The expected answer is every line of the material, reproduced exactly.

Excerpted data =
———

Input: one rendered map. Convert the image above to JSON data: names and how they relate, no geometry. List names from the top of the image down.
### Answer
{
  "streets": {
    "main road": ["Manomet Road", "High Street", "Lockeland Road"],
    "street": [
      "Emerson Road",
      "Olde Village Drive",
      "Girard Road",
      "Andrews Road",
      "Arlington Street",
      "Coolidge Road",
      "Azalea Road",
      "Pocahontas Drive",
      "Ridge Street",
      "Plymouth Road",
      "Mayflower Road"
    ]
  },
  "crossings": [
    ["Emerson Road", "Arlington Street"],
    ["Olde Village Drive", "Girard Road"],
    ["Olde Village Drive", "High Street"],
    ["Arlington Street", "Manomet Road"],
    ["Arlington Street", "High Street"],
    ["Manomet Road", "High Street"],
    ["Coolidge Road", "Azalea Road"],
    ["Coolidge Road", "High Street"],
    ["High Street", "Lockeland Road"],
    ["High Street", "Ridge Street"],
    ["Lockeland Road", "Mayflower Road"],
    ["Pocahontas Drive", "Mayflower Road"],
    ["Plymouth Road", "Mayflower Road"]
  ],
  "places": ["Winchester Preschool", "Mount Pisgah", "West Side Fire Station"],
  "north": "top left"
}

———

Answer to this task =
Input: one rendered map. Convert the image above to JSON data: names and how they relate, no geometry. List names from the top of the image down.
### Answer
{
  "streets": {
    "main road": ["Manomet Road", "High Street", "Lockeland Road"],
    "street": [
      "Emerson Road",
      "Olde Village Drive",
      "Girard Road",
      "Andrews Road",
      "Arlington Street",
      "Coolidge Road",
      "Azalea Road",
      "Pocahontas Drive",
      "Ridge Street",
      "Plymouth Road",
      "Mayflower Road"
    ]
  },
  "crossings": [
    ["Emerson Road", "Arlington Street"],
    ["Olde Village Drive", "Girard Road"],
    ["Olde Village Drive", "High Street"],
    ["Arlington Street", "Manomet Road"],
    ["Arlington Street", "High Street"],
    ["Manomet Road", "High Street"],
    ["Coolidge Road", "Azalea Road"],
    ["Coolidge Road", "High Street"],
    ["High Street", "Lockeland Road"],
    ["High Street", "Ridge Street"],
    ["Lockeland Road", "Mayflower Road"],
    ["Pocahontas Drive", "Mayflower Road"],
    ["Plymouth Road", "Mayflower Road"]
  ],
  "places": ["Winchester Preschool", "Mount Pisgah", "West Side Fire Station"],
  "north": "top left"
}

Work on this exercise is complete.